◆ **TRY IT**: Each line of the data must be written out again verbatim; no image belongs in the copy.

[Saved data entries]

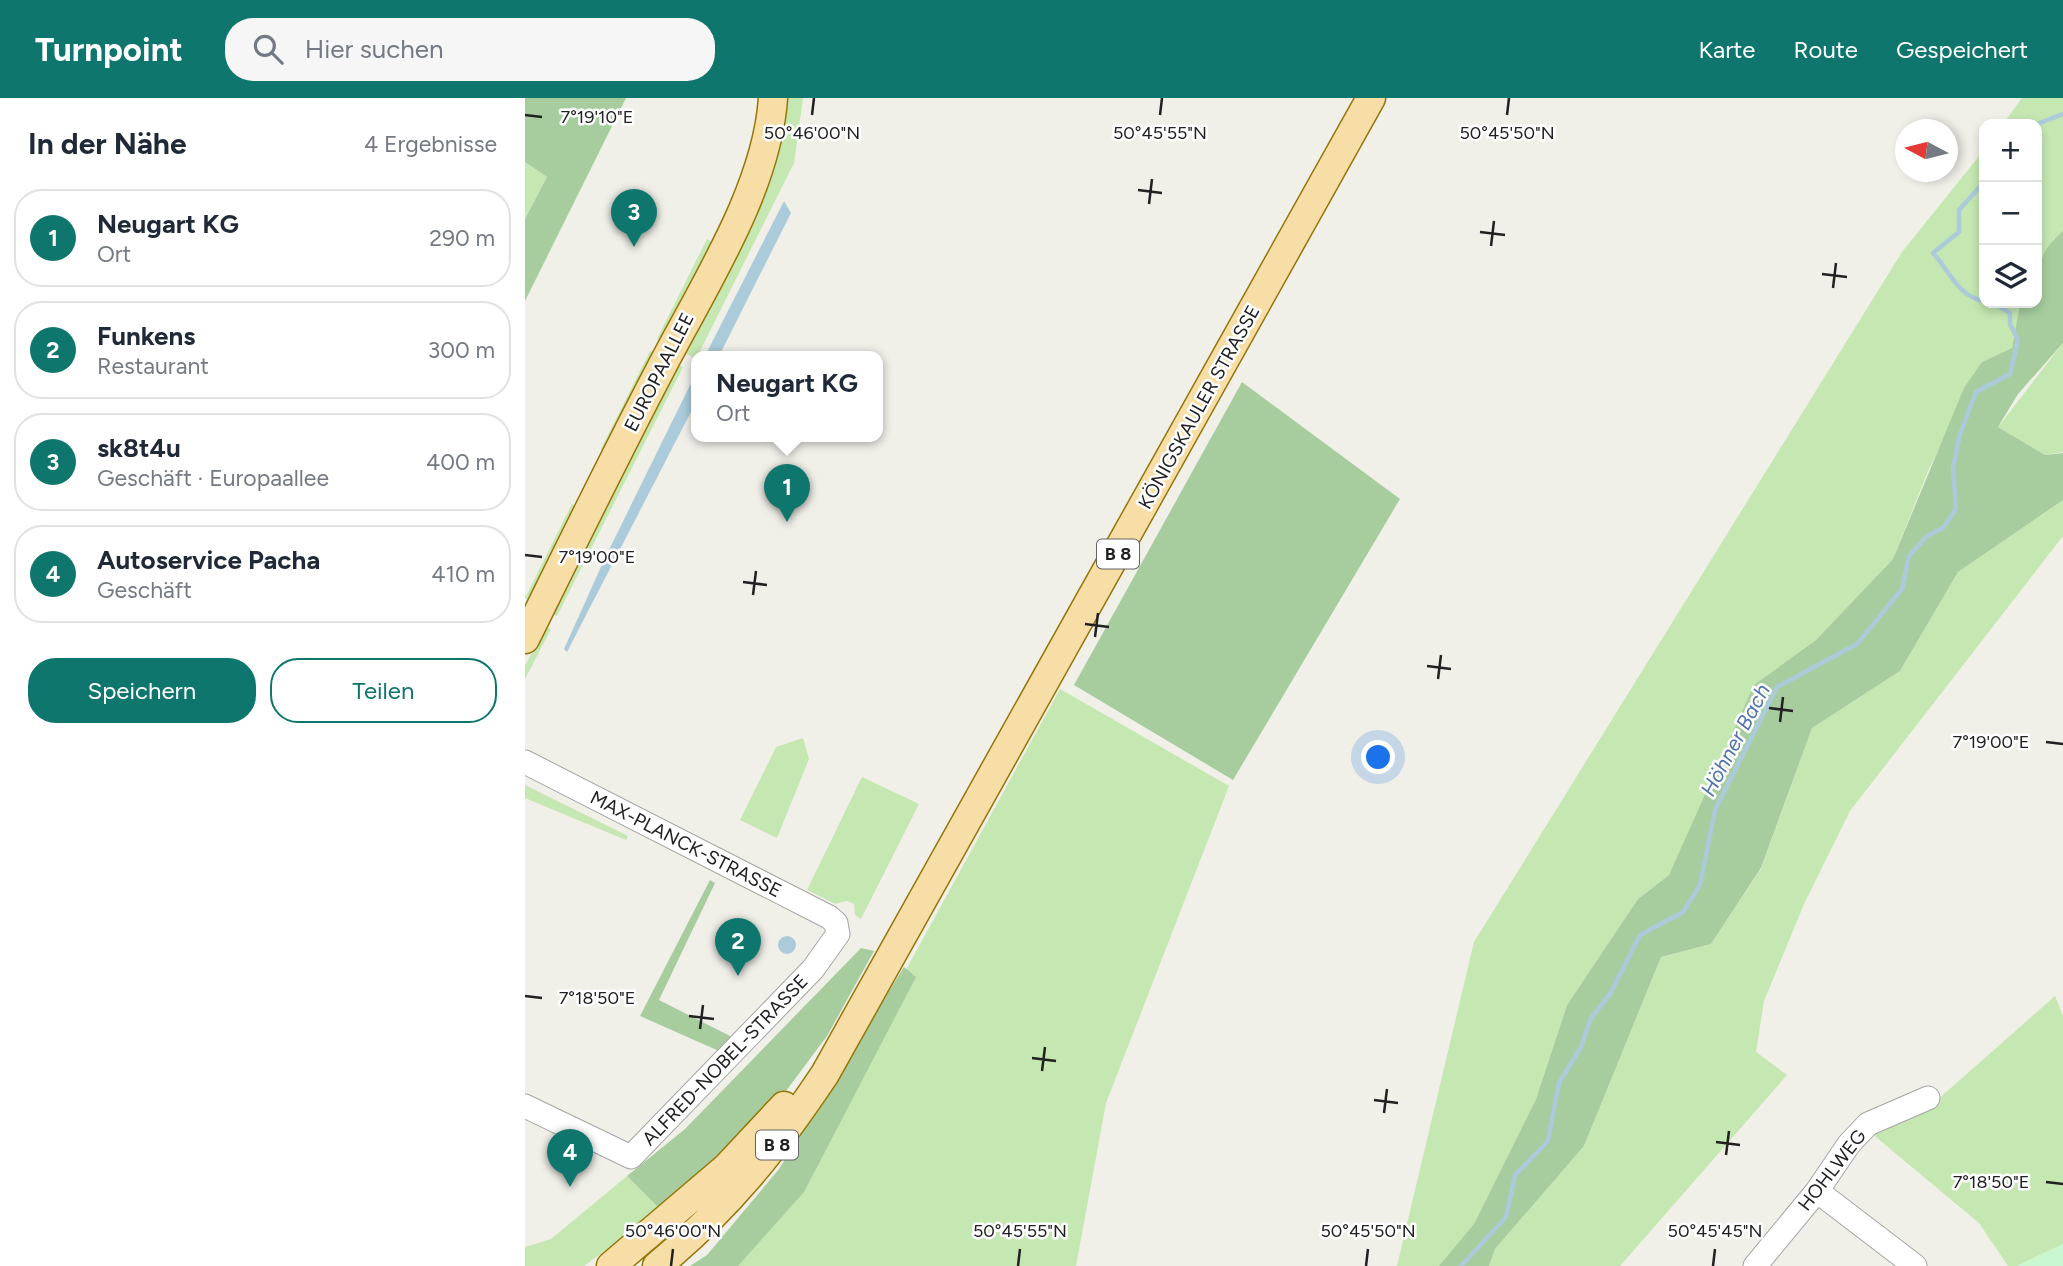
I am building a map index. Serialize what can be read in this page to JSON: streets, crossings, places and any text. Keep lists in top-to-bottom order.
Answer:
{
  "streets": {
    "main road": ["EUROPAALLEE", "KÖNIGSKAULER STRASSE", "B 8"],
    "street": ["MAX-PLANCK-STRASSE", "ALFRED-NOBEL-STRASSE", "HOHLWEG"]
  },
  "crossings": [
    ["MAX-PLANCK-STRASSE", "ALFRED-NOBEL-STRASSE"]
  ],
  "water": ["Höhner Bach"],
  "north": "left",
  "page": {
    "header": "Turnpoint",
    "search": "Hier suchen",
    "nav": ["Karte", "Route", "Gespeichert"],
    "heading": ["In der Nähe", "4 Ergebnisse"],
    "map_buttons": ["+", "−"],
    "list": [
      {
        "mark": "1",
        "name": "Neugart KG",
        "note": "Ort",
        "value": "290 m"
      },
      {
        "mark": "2",
        "name": "Funkens",
        "note": "Restaurant",
        "value": "300 m"
      },
      {
        "mark": "3",
        "name": "sk8t4u",
        "note": "Geschäft · Europaallee",
        "value": "400 m"
      },
      {
        "mark": "4",
        "name": "Autoservice Pacha",
        "note": "Geschäft",
        "value": "410 m"
      }
    ],
    "pins": [
      "3",
      "1",
      "2",
      "4"
    ],
    "popup": ["Neugart KG", "Ort"],
    "buttons": ["Speichern", "Teilen"]
  },
  "coordinates": [
    "7°19'10\"E",
    "50°46'00\"N",
    "50°45'55\"N",
    "50°45'50\"N",
    "7°19'00\"E",
    "7°18'50\"E",
    "50°45'45\"N"
  ]
}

◆ **RESULT BELOW**:
I am building a map index. Serialize what can be read in this page to JSON: streets, crossings, places and any text. Keep lists in top-to-bottom order.
Answer:
{
  "streets": {
    "main road": ["EUROPAALLEE", "KÖNIGSKAULER STRASSE", "B 8"],
    "street": ["MAX-PLANCK-STRASSE", "ALFRED-NOBEL-STRASSE", "HOHLWEG"]
  },
  "crossings": [
    ["MAX-PLANCK-STRASSE", "ALFRED-NOBEL-STRASSE"]
  ],
  "water": ["Höhner Bach"],
  "north": "left",
  "page": {
    "header": "Turnpoint",
    "search": "Hier suchen",
    "nav": ["Karte", "Route", "Gespeichert"],
    "heading": ["In der Nähe", "4 Ergebnisse"],
    "map_buttons": ["+", "−"],
    "list": [
      {
        "mark": "1",
        "name": "Neugart KG",
        "note": "Ort",
        "value": "290 m"
      },
      {
        "mark": "2",
        "name": "Funkens",
        "note": "Restaurant",
        "value": "300 m"
      },
      {
        "mark": "3",
        "name": "sk8t4u",
        "note": "Geschäft · Europaallee",
        "value": "400 m"
      },
      {
        "mark": "4",
        "name": "Autoservice Pacha",
        "note": "Geschäft",
        "value": "410 m"
      }
    ],
    "pins": [
      "3",
      "1",
      "2",
      "4"
    ],
    "popup": ["Neugart KG", "Ort"],
    "buttons": ["Speichern", "Teilen"]
  },
  "coordinates": [
    "7°19'10\"E",
    "50°46'00\"N",
    "50°45'55\"N",
    "50°45'50\"N",
    "7°19'00\"E",
    "7°18'50\"E",
    "50°45'45\"N"
  ]
}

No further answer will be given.